[Saved data entries]
------------------------

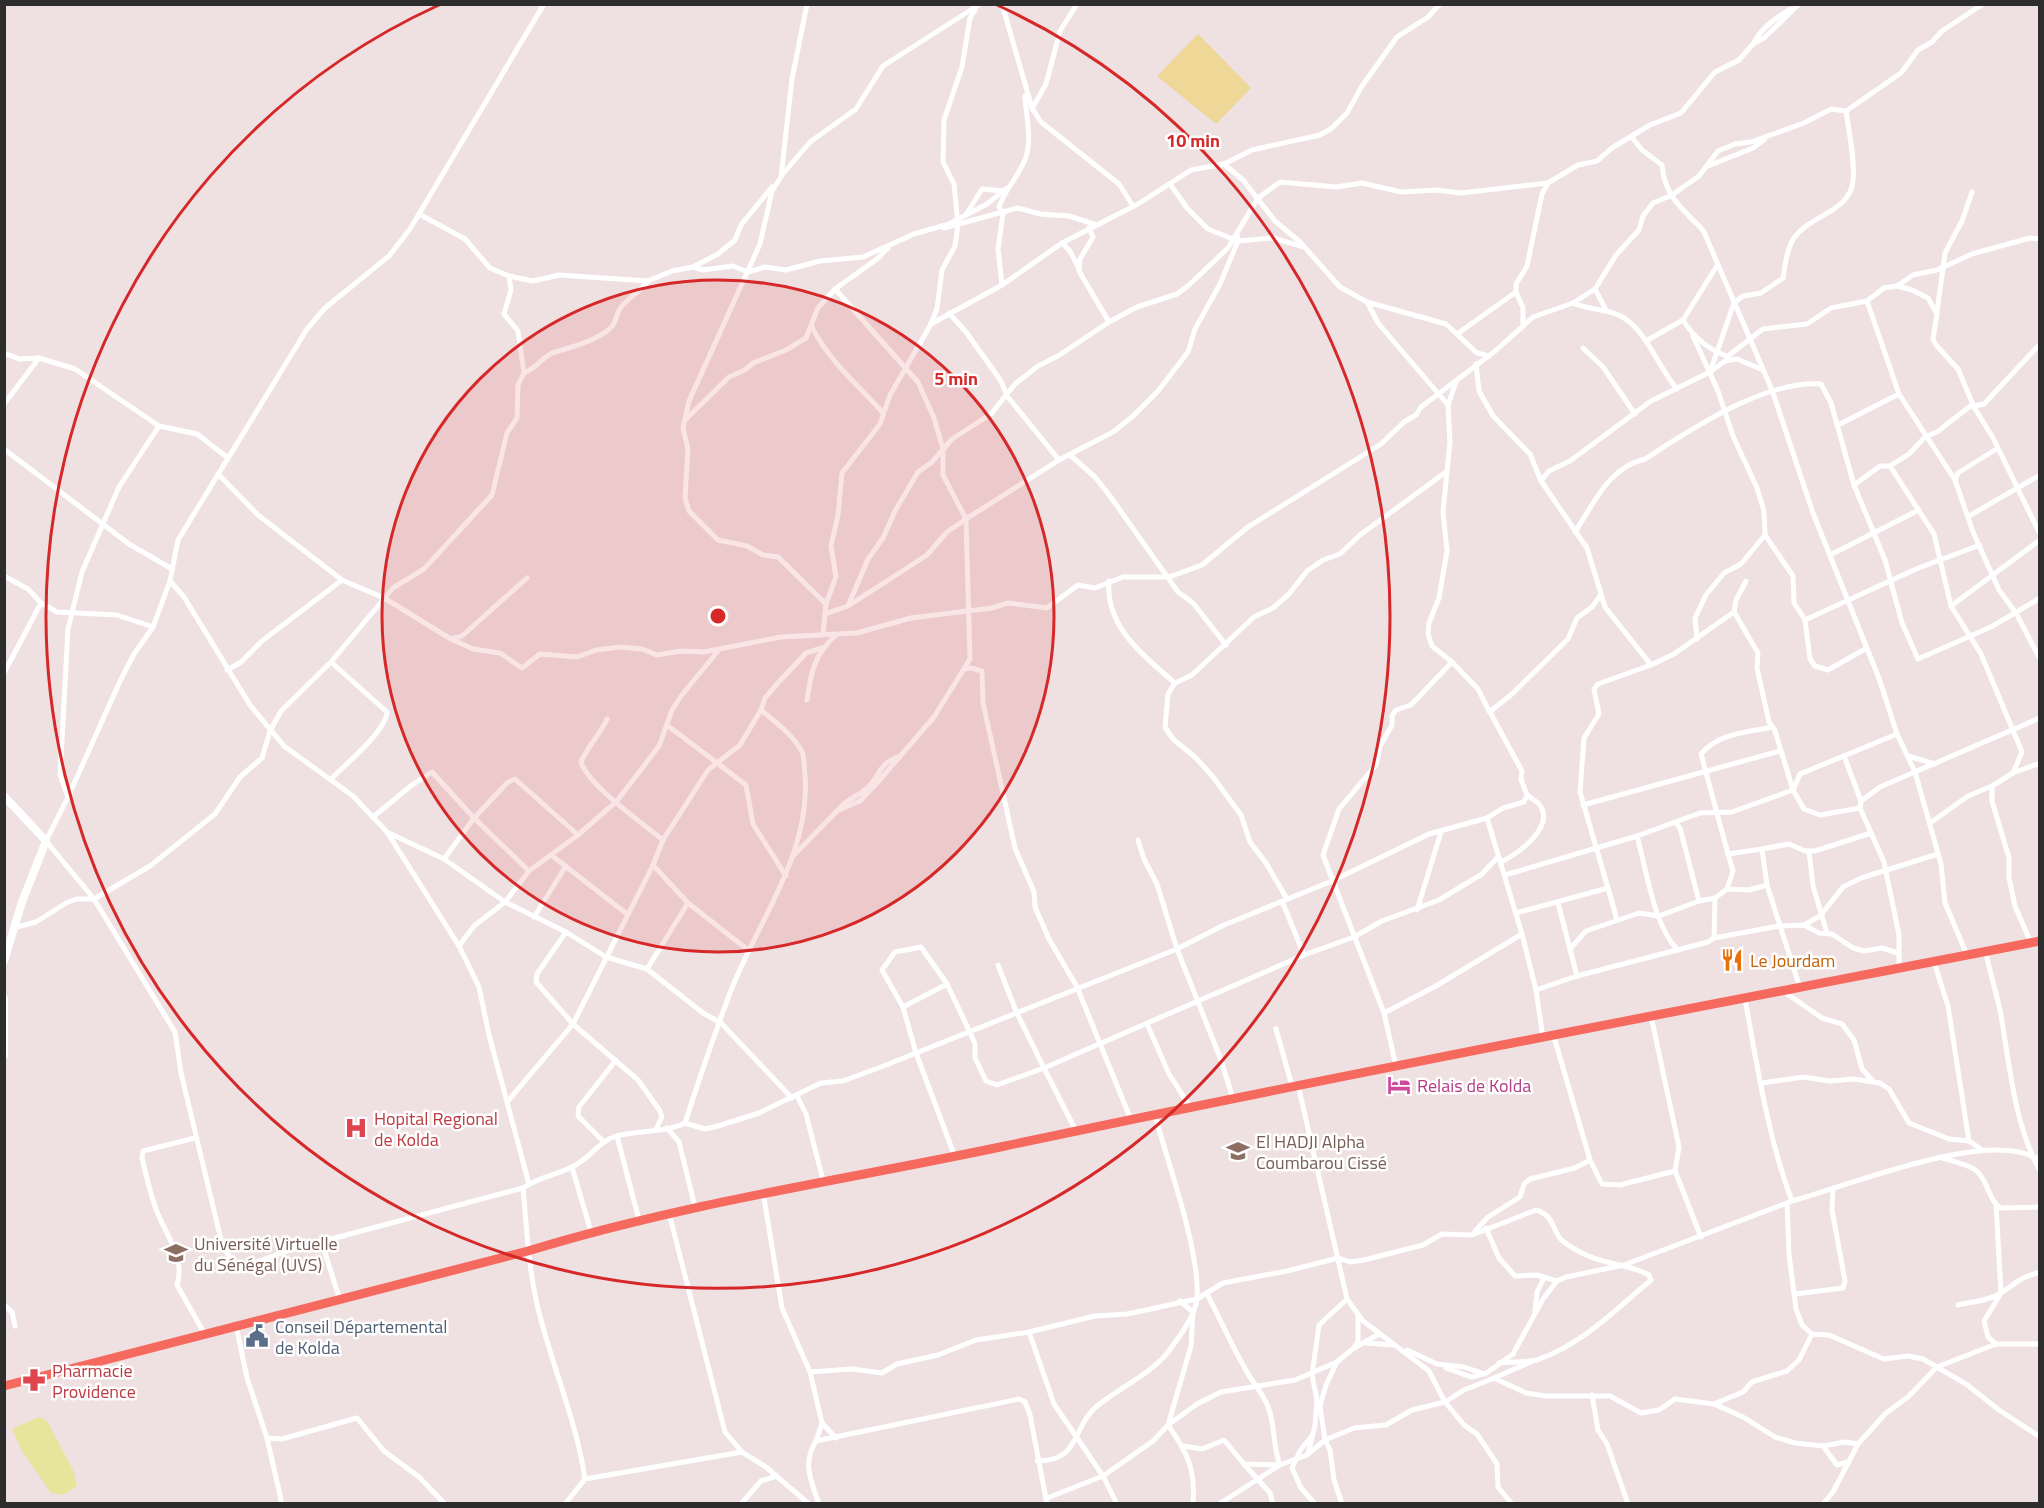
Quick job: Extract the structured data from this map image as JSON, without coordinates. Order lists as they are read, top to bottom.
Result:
{
  "places": {
    "restaurant": ["Le Jourdam"],
    "hotel": ["Relais de Kolda"],
    "hospital": ["Hopital Regional de Kolda"],
    "school or university": ["El HADJI Alpha Coumbarou Cissé", "Université Virtuelle du Sénégal (UVS)"],
    "public building": ["Conseil Départemental de Kolda"],
    "pharmacy": ["Pharmacie Providence"]
  },
  "rings": ["10 min", "5 min"]
}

------------------------

Using the data above, print every line exactly, omitting pictures.

*Task output:*
Quick job: Extract the structured data from this map image as JSON, without coordinates. Order lists as they are read, top to bottom.
Result:
{
  "places": {
    "restaurant": ["Le Jourdam"],
    "hotel": ["Relais de Kolda"],
    "hospital": ["Hopital Regional de Kolda"],
    "school or university": ["El HADJI Alpha Coumbarou Cissé", "Université Virtuelle du Sénégal (UVS)"],
    "public building": ["Conseil Départemental de Kolda"],
    "pharmacy": ["Pharmacie Providence"]
  },
  "rings": ["10 min", "5 min"]
}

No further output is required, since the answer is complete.